- **Try it**: Return, from the data below, each line that contains the word "Vincini".
★ ★ ★ ★
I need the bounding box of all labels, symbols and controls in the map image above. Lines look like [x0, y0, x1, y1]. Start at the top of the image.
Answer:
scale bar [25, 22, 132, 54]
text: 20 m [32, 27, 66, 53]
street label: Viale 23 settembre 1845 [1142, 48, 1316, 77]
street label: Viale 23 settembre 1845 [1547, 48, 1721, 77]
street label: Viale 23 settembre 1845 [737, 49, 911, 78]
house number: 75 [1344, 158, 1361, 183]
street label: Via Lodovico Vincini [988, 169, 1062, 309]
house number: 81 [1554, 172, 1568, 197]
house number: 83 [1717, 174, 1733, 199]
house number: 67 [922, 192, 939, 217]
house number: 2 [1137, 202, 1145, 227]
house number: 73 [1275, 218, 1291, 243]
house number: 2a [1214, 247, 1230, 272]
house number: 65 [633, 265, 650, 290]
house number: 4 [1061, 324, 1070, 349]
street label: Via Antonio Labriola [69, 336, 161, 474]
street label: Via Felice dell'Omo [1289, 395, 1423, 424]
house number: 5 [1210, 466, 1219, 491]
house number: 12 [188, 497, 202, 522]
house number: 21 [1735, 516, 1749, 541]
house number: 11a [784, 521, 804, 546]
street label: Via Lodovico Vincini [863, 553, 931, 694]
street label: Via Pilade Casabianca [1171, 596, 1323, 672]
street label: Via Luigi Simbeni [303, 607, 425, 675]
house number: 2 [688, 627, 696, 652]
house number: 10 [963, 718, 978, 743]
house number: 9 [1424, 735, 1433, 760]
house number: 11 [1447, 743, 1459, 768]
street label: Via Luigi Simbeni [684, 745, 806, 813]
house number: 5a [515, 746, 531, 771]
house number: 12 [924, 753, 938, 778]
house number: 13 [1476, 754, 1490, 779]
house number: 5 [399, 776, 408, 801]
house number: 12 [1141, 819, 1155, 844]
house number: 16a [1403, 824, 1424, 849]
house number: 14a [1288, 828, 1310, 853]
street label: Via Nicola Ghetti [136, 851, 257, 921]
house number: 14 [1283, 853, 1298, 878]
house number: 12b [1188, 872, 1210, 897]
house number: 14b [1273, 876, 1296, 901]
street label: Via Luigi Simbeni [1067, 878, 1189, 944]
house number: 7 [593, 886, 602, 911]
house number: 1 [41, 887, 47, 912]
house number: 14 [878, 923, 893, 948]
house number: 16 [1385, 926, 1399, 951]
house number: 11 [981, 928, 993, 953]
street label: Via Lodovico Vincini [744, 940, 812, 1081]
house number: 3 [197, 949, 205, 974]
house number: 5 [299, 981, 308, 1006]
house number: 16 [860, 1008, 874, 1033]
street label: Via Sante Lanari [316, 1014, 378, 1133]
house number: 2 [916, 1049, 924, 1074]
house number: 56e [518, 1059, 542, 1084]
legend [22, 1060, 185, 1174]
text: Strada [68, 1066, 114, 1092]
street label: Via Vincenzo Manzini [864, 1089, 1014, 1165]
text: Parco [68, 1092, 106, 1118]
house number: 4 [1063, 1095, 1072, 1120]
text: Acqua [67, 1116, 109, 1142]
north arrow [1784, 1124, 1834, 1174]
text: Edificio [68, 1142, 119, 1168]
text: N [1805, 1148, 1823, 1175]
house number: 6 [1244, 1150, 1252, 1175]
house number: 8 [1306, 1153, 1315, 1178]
★ ★ ★ ★
- **Response to this task**:
street label: Via Lodovico Vincini [988, 169, 1062, 309]
street label: Via Lodovico Vincini [863, 553, 931, 694]
street label: Via Lodovico Vincini [744, 940, 812, 1081]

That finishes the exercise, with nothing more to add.